In November 2009, according to the Directorate General of Civil Aviation, around 40 lakh passengers travelled on airlines as compared with 30.48 lakh in the same month in 2008. December 2009 has also delivered good news, with both corporate bookings and load factors having taken a decisively upward turn. The latter had dipped to less than 50% when the effect of the global meltdown was peaking in India. But things are clearly turning around now, with analysts expecting a 10-15% surge in domestic air travel in 2010. Before raising a toast to better tidings in the New Year, however, let?s take a quick stock of the lessons of 2009, and whether these remain learnt or not. Air India kept seeking government bailouts without delivering any notable improvements in efficiency, accountability or corporate governance. Its losses are piling up by the day, but salary cuts and the like are being stiffly resisted. The flipside of the 2009 downturn was a relief from the high fuel prices of 2008, but balance sheets across public and private sector companies remained in the red. Striking pilots piled on additional losses, with little penalty. Jet Airways did get good year-end news that its proposal for raising $400 million through a qualified institutional placement was approved. The big 2009 trend was a decisive shift to the low-cost segment, and this was true internationally. Traditional power players like British Airways are now in tough competition with the likes of Ryanair and Easyjet. Low-cost carriers will keep legacy carriers on the backfoot in the new decade, too.

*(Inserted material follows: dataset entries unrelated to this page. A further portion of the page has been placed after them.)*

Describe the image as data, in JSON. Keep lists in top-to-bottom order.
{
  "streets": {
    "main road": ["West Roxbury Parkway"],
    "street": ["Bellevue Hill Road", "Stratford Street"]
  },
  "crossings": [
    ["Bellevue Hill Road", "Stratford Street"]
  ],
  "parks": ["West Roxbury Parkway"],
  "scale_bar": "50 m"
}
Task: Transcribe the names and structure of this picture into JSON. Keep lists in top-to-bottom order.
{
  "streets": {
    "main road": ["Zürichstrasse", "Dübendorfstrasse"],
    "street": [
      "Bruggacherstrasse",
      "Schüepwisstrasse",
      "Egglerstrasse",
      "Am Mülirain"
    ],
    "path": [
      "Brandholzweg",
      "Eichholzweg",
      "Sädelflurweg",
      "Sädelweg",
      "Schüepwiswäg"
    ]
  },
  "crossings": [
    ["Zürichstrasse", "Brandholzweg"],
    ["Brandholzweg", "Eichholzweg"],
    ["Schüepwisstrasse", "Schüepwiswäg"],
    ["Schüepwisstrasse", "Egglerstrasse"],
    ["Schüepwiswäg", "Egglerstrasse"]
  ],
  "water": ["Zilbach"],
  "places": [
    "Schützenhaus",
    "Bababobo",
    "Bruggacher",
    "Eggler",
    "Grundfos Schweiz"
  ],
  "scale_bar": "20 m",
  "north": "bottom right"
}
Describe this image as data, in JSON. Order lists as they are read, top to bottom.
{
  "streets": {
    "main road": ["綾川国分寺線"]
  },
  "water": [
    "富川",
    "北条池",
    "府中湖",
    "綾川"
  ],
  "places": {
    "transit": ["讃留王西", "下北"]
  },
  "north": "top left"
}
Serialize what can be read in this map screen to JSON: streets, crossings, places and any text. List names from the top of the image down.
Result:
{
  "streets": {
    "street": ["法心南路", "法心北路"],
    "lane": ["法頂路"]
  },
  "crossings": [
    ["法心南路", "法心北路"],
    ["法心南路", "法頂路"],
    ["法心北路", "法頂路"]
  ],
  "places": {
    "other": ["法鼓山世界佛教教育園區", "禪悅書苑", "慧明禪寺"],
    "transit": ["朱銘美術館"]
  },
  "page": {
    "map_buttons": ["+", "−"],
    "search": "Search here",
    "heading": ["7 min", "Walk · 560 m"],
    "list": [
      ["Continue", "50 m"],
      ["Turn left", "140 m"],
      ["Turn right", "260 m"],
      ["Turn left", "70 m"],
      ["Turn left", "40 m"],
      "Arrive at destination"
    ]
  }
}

The first decade of the 21st century has seen middle India grow beyond expectations and force a rewrite of various international equations. It has seen the number of Indians boarding planes multiply manifold. Airports have been privatised and modernised. But the pace of infrastructural change simply hasn?t kept up with changes in consumer volume and expectations. Even the site of a second airport for Mumbai continues to be warred over by different government units. A powerful independent regulator hasn?t moved much further from a pipedream, as the Airports Economic Regulatory Authority remains plagued by delays relating to both personnel selection and the monitoring of tariffs and related issues. A minister got into trouble with his crack about the cattle classes, while other Parliamentarians made a big deal about travelling economy. But these were distractions without substance. A decade that saw low-fare airlines really come into their own, beating legacy carriers both in India and abroad, must be followed by one in which the infrastructural and regulatory framework also turns customer-friendly. Given the volatility of oil prices and related factors, middle-class Indians can?t count on fares continuing to go down. But an air universe replete with well-groomed airports, which is also strike-free, that should be theirs by default. This decade.